YOUR ASSIGNMENT
Answer with a number only: how many lines of the data contain "they"?

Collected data
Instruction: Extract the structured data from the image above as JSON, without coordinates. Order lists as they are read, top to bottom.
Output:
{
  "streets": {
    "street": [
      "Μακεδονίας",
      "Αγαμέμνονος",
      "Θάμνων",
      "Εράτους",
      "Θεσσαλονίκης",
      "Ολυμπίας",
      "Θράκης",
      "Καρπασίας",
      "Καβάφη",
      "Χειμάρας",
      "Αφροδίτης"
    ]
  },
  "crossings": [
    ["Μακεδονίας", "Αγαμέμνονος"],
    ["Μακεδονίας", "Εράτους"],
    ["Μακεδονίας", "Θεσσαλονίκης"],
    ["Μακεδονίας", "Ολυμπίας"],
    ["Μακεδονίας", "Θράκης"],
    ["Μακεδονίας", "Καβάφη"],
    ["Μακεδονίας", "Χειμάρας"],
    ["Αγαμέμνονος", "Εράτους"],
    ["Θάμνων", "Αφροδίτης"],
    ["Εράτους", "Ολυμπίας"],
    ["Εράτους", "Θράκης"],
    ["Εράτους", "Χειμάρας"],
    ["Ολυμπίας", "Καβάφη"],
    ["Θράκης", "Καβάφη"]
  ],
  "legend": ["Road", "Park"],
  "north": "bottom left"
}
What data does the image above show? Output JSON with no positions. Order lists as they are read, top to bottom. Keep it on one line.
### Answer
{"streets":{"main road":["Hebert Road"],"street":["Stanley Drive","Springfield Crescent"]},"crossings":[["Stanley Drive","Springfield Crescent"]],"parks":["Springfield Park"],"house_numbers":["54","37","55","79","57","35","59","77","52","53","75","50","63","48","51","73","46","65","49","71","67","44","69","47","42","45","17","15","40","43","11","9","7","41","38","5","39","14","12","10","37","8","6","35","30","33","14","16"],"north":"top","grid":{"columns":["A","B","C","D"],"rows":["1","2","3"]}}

EXERCISE SOLUTION
2